(What to produce): Lines from the entries below that hold "canvas" form the answer; copy all of them.
-- Source records follows --
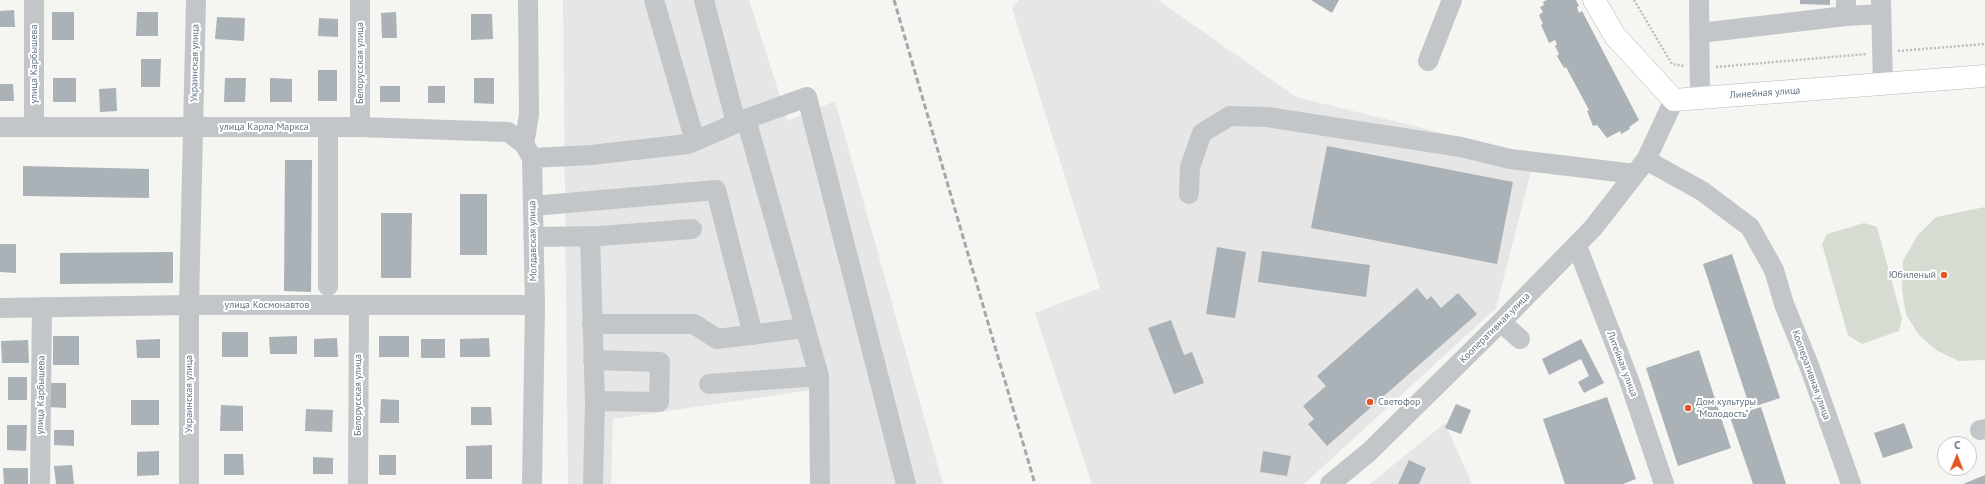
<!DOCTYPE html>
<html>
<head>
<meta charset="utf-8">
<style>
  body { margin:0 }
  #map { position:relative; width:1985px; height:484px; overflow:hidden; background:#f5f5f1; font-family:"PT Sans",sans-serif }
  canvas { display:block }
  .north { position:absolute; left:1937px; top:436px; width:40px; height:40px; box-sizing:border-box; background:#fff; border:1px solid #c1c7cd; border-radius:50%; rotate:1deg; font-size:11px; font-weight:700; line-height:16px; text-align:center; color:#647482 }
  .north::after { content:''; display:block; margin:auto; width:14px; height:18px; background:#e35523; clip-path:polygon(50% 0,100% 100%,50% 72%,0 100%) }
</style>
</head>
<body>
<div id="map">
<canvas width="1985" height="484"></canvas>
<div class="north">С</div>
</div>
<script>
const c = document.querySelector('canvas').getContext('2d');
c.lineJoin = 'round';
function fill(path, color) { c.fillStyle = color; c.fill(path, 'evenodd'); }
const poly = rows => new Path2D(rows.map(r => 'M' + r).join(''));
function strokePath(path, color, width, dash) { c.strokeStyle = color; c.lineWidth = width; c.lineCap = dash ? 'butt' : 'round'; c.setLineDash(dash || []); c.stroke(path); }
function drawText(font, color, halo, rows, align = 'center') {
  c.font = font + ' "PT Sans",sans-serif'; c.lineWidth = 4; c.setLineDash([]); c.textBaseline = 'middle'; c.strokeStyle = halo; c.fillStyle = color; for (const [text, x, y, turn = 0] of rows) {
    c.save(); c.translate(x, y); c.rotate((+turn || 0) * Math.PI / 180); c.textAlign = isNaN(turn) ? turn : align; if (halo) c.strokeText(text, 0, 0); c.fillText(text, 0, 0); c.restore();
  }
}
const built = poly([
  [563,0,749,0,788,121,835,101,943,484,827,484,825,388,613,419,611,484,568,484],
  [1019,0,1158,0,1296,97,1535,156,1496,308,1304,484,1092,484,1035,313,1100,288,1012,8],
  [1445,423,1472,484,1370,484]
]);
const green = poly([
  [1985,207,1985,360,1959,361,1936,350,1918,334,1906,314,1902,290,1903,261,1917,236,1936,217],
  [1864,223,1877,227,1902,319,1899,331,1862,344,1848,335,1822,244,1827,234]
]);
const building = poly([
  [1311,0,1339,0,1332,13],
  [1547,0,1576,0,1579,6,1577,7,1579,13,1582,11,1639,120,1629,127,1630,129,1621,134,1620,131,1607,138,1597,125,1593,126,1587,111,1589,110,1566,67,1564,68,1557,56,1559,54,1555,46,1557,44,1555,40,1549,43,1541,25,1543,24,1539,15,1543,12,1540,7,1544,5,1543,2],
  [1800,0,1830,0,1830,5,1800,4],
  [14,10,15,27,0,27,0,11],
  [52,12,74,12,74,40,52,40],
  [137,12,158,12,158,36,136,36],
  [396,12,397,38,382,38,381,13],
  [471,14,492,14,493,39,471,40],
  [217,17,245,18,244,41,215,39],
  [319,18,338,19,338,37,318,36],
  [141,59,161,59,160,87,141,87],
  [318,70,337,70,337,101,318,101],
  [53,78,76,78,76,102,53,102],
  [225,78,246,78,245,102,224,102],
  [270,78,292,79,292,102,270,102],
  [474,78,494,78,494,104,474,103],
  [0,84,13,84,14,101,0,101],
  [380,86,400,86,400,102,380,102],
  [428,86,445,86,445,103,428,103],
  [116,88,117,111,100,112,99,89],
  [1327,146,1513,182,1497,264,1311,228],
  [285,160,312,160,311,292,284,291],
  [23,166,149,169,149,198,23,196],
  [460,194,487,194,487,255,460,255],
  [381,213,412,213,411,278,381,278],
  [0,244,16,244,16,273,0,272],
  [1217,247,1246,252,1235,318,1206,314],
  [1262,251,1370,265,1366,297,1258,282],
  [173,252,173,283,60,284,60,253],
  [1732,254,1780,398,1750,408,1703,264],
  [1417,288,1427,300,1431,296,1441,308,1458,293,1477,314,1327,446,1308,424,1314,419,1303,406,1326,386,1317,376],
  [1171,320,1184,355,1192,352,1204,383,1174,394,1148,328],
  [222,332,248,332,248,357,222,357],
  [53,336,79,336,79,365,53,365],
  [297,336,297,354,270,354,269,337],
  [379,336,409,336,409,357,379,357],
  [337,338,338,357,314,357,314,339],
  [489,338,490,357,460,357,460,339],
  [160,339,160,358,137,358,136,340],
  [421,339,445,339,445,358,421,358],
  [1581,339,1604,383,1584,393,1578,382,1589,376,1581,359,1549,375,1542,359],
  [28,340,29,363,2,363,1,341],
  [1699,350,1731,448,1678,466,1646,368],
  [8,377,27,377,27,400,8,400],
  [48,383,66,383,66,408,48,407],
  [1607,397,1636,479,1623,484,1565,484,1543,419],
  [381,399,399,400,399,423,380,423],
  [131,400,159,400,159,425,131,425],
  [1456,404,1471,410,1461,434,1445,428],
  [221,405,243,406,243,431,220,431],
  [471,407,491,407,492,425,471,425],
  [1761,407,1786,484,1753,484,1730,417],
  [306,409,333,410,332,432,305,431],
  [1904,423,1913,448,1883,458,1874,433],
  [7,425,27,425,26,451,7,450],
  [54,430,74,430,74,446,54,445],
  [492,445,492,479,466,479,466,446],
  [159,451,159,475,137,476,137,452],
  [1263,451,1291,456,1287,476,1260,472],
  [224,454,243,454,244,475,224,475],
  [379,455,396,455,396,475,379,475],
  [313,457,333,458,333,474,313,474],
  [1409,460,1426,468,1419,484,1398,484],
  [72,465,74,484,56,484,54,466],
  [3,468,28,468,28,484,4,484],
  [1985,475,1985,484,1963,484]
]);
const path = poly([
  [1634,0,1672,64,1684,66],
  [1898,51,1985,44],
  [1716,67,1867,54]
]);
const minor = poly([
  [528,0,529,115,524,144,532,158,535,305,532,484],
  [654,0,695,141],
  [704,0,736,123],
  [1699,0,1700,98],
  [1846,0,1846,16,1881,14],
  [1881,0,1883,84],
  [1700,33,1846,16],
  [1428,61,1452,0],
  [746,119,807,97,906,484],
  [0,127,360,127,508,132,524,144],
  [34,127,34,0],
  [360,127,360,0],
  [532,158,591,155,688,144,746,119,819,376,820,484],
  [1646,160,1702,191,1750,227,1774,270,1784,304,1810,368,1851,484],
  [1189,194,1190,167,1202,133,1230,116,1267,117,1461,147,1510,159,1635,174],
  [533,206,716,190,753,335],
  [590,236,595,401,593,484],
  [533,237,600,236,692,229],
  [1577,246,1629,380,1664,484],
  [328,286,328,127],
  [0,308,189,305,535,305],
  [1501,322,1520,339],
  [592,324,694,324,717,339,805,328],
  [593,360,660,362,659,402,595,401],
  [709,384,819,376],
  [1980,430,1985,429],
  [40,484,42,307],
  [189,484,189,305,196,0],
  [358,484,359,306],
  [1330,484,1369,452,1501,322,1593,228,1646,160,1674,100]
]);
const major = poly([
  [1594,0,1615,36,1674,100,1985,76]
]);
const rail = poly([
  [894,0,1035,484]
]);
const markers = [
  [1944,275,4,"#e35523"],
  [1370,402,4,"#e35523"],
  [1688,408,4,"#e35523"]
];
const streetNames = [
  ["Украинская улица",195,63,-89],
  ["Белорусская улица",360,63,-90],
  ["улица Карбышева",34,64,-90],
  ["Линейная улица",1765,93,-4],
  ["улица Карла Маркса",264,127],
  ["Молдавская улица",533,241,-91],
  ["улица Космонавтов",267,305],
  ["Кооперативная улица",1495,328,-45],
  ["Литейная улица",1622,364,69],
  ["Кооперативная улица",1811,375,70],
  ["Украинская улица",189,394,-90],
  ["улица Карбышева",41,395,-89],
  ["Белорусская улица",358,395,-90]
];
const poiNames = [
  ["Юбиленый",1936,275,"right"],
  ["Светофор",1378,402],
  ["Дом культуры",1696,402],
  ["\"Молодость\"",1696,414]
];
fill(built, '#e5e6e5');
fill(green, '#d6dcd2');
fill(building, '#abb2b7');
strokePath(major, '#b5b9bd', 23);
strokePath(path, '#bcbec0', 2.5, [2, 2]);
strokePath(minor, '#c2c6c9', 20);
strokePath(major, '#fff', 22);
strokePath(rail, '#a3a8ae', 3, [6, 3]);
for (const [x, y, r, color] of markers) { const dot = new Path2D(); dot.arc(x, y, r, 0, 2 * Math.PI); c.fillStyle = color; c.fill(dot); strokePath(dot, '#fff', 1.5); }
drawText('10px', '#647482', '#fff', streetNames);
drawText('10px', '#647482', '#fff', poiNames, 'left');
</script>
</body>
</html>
-- Source records concluded --
-- Source records follows --
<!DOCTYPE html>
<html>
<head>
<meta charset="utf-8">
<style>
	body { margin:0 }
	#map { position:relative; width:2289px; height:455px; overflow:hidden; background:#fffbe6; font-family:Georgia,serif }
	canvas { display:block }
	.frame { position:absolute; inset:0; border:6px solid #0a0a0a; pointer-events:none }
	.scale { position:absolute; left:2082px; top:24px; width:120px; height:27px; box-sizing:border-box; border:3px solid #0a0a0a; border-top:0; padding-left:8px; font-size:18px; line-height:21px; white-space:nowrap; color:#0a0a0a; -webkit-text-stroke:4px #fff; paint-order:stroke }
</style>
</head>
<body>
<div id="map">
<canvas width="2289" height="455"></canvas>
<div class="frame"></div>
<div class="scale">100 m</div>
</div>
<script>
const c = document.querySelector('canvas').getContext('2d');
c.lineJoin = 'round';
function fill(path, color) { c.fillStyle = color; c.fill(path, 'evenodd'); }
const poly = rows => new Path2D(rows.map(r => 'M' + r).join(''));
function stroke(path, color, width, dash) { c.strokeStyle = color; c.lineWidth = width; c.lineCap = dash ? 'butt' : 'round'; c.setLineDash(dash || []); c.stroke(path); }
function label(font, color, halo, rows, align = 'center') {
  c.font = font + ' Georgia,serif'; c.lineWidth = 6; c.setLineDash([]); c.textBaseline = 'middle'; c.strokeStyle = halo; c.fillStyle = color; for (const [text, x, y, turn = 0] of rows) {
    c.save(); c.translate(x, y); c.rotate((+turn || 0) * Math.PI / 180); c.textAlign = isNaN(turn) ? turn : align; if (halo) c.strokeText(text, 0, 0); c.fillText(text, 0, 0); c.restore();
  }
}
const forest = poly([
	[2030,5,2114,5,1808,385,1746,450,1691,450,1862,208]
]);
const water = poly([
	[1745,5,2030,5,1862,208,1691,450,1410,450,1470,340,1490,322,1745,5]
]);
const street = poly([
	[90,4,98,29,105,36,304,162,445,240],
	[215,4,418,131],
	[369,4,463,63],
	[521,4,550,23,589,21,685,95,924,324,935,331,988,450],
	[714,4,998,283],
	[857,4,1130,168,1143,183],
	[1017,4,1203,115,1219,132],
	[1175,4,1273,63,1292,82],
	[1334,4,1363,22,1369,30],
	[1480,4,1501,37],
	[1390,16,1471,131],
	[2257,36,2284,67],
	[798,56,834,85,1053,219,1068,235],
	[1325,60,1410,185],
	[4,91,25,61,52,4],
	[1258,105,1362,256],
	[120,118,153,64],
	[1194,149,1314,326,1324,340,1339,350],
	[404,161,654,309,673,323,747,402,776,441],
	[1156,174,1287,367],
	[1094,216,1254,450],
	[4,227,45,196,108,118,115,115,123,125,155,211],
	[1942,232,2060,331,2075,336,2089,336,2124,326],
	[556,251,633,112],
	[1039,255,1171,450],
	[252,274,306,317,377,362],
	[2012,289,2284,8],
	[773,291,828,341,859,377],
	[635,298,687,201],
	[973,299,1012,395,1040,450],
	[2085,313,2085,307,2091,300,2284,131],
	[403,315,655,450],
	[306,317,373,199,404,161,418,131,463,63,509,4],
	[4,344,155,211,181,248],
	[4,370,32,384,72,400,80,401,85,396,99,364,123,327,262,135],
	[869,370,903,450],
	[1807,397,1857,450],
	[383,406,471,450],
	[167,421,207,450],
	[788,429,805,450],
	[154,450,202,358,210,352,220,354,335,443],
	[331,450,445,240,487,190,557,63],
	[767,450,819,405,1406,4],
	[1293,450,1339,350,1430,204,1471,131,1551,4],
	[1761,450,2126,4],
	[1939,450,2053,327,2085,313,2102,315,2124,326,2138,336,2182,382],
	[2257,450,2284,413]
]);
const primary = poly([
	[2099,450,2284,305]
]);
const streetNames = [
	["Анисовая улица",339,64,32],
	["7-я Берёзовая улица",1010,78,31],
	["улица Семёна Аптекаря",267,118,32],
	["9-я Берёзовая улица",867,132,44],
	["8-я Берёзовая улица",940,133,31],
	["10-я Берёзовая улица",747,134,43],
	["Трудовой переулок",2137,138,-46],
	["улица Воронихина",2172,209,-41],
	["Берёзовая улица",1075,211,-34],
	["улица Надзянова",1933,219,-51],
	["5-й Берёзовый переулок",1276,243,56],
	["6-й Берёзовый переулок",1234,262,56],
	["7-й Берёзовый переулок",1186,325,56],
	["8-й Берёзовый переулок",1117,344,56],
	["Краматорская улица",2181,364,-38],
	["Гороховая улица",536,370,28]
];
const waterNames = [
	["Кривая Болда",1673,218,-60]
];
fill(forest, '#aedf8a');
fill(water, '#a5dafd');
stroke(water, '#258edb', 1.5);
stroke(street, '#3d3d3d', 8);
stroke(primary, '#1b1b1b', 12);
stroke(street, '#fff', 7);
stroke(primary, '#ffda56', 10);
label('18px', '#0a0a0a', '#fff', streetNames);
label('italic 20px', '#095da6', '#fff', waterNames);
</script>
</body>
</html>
-- Source records concluded --
(Solution below):
  canvas { display:block }
<canvas width="1985" height="484"></canvas>
const c = document.querySelector('canvas').getContext('2d');
	canvas { display:block }
<canvas width="2289" height="455"></canvas>
const c = document.querySelector('canvas').getContext('2d');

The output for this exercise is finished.